Trump, Tariffs, and the Tech War

Donald Trump isn’t thrilled with this shift. In May 2025, he told Apple CEO Tim Cook, “We’re not interested in you building in India. Make the iPhones in the U.S. or face tariffs.” Apple’s India expansion is seen by Trump’s camp as offshoring, plain and simple. Trump has threatened sweeping tariffs on over 150 “smaller manufacturing countries,” India included. His pitch is nationalist: bring back tech jobs, or pay for leaving.
Apple may still export India-made iPhones to the U.S. in 2026, but they could be slapped with a 10–25% tariff. That puts India’s new manufacturing gains at risk before they’ve even matured.
Still, India is betting on long-term staying power. New Delhi is revamping the PLI scheme into a Rs 22,900-crore initiative focused on deep component manufacturing. The goal: make camera modules, display modules, batteries, semiconductors, and chips here, not just “screwdriver” them in. This pivot could reduce China’s chokehold and Trump’s leverage at the same time.
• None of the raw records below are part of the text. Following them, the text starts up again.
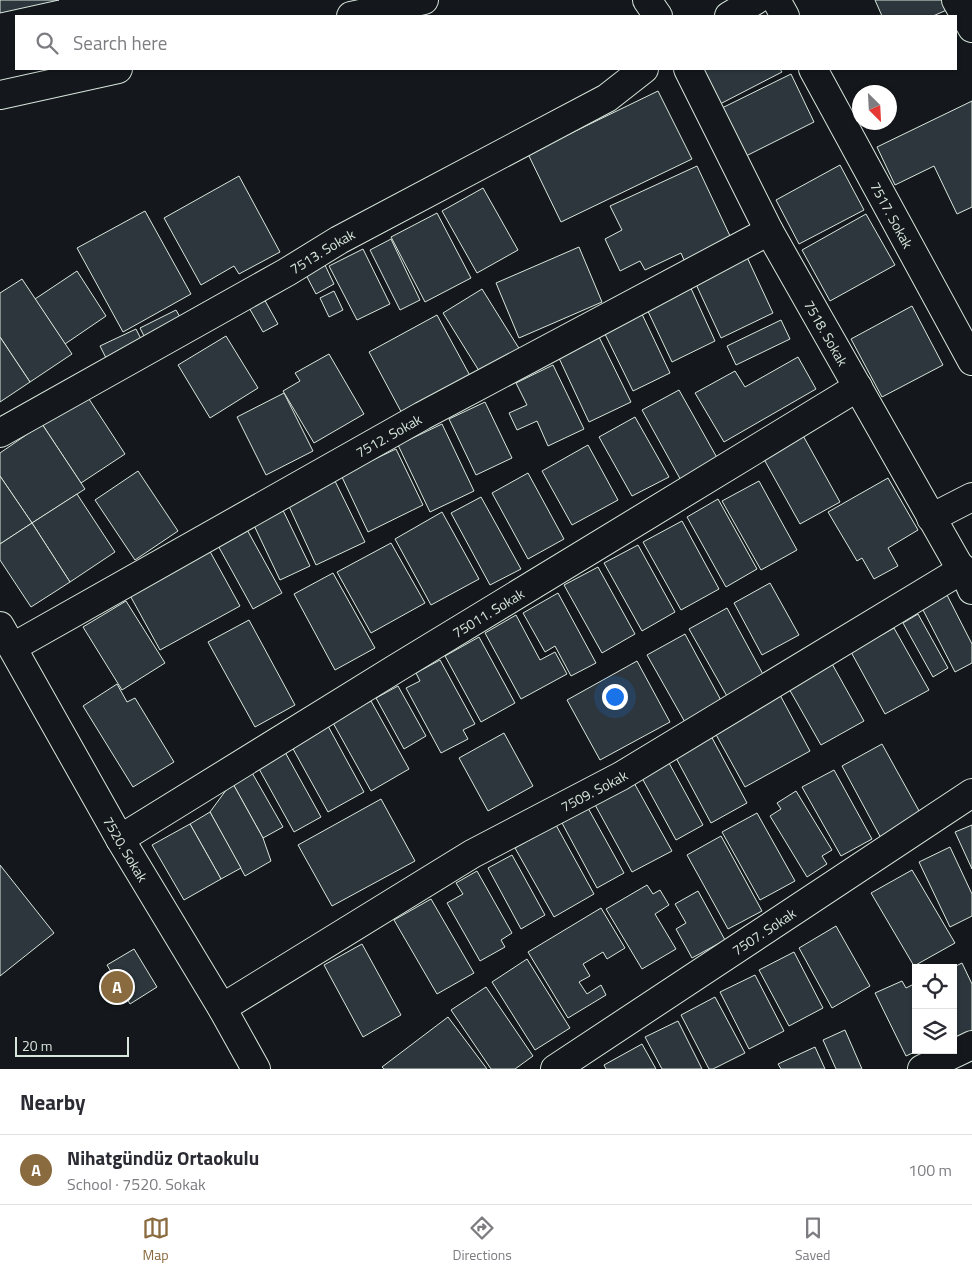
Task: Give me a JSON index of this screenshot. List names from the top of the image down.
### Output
{
  "streets": {
    "street": [
      "7517. Sokak",
      "7513. Sokak",
      "7518. Sokak",
      "7512. Sokak",
      "75011. Sokak",
      "7509. Sokak",
      "7520. Sokak",
      "7507. Sokak"
    ]
  },
  "crossings": [
    ["7518. Sokak", "7512. Sokak"],
    ["7518. Sokak", "75011. Sokak"],
    ["7518. Sokak", "7509. Sokak"],
    ["7512. Sokak", "7520. Sokak"],
    ["75011. Sokak", "7520. Sokak"],
    ["7509. Sokak", "7520. Sokak"]
  ],
  "scale_bar": "20 m",
  "north": "bottom right",
  "page": {
    "search": "Search here",
    "pins": "A",
    "scale": "20 m",
    "heading": "Nearby",
    "list": [
      {
        "mark": "A",
        "name": "Nihatgündüz Ortaokulu",
        "note": "School · 7520. Sokak",
        "value": "100 m"
      }
    ],
    "nav": ["Map", "Directions", "Saved"]
  }
}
If Apple wants real redundancy, it needs India to become self-sufficient, not just speed-efficient. And that’s exactly where the current policy momentum is headed. Whether it’s enough to outpace geopolitics remains to be seen, but for the first time, India’s ambitions are aligned with Apple’s interests, and that makes this a far more serious story than just “iPhones made in India.”
A Geopolitical Standoff
India’s time in the global manufacturing spotlight is coming soon. However, it isn’t time for a victory lap just yet. While we have undoubtedly built momentum with faster iPhone output, deeper local integration, and bold reforms to match China’s factory scale, the supply chain is still haunted by its origins. China continues to hold all the cards through rare-earth control, technician recalls, and machinery dominance.
Additionally, with Trump threatening to slam the brakes with a tariff wall if Apple keeps exporting from India, this isn’t a tech story anymore, it’s a geopolitical standoff between India and the two superpowers of today’s world, with Foxconn bang at the centre of it all.
For India to truly step into China’s shoes, we must do more than assemble, we must invent, innovate, and efficiently mass-produce, all while navigating between China’s economic dominance and U.S. trade storms.